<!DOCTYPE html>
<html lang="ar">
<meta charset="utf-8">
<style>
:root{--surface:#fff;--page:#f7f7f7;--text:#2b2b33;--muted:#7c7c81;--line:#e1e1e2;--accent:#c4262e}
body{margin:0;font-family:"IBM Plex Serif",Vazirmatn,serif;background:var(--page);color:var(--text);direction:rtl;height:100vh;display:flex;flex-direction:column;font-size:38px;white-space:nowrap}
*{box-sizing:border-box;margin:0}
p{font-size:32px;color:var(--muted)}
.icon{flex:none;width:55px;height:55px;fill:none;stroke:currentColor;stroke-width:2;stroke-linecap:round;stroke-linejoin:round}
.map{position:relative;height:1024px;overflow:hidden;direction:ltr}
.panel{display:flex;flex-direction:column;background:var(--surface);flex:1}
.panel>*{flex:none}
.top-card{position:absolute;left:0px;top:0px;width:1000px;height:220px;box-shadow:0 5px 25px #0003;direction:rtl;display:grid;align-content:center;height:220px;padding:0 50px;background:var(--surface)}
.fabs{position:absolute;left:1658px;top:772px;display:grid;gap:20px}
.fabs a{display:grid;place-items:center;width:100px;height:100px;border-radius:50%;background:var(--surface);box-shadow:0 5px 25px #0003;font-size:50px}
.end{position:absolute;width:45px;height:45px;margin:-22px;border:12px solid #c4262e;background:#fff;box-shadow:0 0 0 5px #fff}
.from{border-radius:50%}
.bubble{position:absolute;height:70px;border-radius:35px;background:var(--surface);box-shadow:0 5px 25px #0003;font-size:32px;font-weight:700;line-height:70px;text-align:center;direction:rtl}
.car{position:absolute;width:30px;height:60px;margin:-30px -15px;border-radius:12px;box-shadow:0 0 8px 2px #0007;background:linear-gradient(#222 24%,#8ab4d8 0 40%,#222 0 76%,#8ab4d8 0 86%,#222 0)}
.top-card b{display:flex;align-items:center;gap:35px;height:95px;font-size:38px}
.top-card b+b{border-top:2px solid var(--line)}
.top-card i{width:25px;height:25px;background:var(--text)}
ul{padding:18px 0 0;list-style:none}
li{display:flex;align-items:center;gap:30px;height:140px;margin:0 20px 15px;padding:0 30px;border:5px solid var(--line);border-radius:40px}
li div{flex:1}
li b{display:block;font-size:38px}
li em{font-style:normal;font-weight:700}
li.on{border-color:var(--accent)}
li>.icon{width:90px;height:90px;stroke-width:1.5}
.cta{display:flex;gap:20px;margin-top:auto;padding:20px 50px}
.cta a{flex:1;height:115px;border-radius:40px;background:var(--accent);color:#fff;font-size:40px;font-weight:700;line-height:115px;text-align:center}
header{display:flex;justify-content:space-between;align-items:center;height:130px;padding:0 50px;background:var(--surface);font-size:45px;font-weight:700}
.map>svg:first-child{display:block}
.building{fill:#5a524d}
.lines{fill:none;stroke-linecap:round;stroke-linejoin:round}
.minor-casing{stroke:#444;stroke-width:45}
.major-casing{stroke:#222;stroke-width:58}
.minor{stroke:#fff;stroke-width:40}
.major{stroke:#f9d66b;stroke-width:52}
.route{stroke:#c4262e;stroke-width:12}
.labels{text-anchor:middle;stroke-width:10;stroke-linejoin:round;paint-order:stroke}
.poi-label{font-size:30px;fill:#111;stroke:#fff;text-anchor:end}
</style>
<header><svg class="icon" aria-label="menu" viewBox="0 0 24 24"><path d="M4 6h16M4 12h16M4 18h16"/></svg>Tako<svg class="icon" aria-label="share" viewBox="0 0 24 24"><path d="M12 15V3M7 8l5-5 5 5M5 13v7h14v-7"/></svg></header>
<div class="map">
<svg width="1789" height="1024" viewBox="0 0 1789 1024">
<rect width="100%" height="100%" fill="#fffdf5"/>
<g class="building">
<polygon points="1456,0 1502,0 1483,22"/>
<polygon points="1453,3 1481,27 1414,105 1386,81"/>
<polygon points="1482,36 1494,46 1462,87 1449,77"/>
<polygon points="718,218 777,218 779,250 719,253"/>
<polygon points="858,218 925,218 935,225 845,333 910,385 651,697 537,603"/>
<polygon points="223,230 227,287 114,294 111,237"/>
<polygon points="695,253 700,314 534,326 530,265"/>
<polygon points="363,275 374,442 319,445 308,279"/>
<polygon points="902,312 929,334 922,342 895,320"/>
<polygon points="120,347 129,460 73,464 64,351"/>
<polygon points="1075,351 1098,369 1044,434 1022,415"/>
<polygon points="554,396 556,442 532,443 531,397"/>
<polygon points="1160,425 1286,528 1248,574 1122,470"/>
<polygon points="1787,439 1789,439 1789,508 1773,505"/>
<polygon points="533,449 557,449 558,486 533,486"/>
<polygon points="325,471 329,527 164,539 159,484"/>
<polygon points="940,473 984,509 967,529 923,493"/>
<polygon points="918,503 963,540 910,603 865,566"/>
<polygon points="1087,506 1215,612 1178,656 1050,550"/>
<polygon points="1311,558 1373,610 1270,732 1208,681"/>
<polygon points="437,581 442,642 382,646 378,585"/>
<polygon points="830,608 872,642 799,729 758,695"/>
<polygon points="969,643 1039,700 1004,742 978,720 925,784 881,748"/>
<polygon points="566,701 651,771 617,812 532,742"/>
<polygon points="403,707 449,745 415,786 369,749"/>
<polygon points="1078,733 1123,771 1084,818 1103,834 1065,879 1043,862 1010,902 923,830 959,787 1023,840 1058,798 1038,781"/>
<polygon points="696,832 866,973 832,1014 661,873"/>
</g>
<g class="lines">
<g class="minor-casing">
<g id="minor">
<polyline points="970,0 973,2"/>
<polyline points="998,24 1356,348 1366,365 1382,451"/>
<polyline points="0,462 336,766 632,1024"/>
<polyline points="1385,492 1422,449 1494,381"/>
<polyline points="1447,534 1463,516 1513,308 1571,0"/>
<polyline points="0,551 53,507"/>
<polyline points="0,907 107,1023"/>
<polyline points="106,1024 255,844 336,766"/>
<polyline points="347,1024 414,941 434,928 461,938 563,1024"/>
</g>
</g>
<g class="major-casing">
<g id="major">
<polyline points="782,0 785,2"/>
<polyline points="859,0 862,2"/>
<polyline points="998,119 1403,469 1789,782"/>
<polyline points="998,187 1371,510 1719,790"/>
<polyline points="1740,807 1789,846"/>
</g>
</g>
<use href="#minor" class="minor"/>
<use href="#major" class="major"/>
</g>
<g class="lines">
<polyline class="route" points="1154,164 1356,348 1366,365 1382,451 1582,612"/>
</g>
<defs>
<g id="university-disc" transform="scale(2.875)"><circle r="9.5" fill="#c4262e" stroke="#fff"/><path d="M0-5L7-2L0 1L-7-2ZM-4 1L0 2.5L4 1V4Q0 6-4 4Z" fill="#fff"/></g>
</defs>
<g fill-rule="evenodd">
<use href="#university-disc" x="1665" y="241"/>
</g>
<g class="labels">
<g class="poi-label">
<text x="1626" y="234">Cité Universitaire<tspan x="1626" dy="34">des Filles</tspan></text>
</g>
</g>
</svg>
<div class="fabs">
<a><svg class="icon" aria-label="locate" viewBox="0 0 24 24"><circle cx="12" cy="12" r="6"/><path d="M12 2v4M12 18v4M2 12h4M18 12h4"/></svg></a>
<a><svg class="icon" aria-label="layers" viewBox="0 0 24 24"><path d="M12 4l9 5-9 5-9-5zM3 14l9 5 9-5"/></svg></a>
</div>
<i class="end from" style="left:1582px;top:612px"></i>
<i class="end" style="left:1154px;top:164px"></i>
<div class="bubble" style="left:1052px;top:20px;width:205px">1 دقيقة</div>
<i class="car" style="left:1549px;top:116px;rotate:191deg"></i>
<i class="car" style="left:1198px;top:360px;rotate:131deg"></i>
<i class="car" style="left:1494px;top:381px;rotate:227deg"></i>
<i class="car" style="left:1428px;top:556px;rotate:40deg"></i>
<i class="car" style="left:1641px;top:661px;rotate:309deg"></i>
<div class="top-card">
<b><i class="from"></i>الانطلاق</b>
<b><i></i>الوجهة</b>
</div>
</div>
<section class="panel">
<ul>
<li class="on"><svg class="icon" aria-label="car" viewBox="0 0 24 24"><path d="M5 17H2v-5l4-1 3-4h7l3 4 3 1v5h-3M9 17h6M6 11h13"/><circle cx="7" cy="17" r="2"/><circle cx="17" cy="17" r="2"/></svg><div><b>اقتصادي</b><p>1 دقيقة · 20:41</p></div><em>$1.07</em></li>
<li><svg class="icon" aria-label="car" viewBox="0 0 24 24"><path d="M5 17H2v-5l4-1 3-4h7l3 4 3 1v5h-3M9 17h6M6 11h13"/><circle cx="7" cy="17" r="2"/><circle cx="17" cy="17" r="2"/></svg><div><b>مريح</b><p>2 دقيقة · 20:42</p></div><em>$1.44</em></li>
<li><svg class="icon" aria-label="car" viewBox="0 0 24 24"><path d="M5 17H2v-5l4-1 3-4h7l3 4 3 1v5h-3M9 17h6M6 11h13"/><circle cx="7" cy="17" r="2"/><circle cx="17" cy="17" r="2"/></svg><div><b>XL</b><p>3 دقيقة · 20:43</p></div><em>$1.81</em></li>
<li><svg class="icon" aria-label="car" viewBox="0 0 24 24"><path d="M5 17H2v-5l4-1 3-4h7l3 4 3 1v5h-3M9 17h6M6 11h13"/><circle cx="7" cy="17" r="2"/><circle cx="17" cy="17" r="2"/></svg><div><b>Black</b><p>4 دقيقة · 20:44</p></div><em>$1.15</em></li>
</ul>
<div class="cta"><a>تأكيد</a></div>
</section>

_____

* **AIM OF THE TASK**: From the entries above, copy every line that holds the word "linecap".

* **ANSWER SECTION**:
.icon{flex:none;width:55px;height:55px;fill:none;stroke:currentColor;stroke-width:2;stroke-linecap:round;stroke-linejoin:round}
.lines{fill:none;stroke-linecap:round;stroke-linejoin:round}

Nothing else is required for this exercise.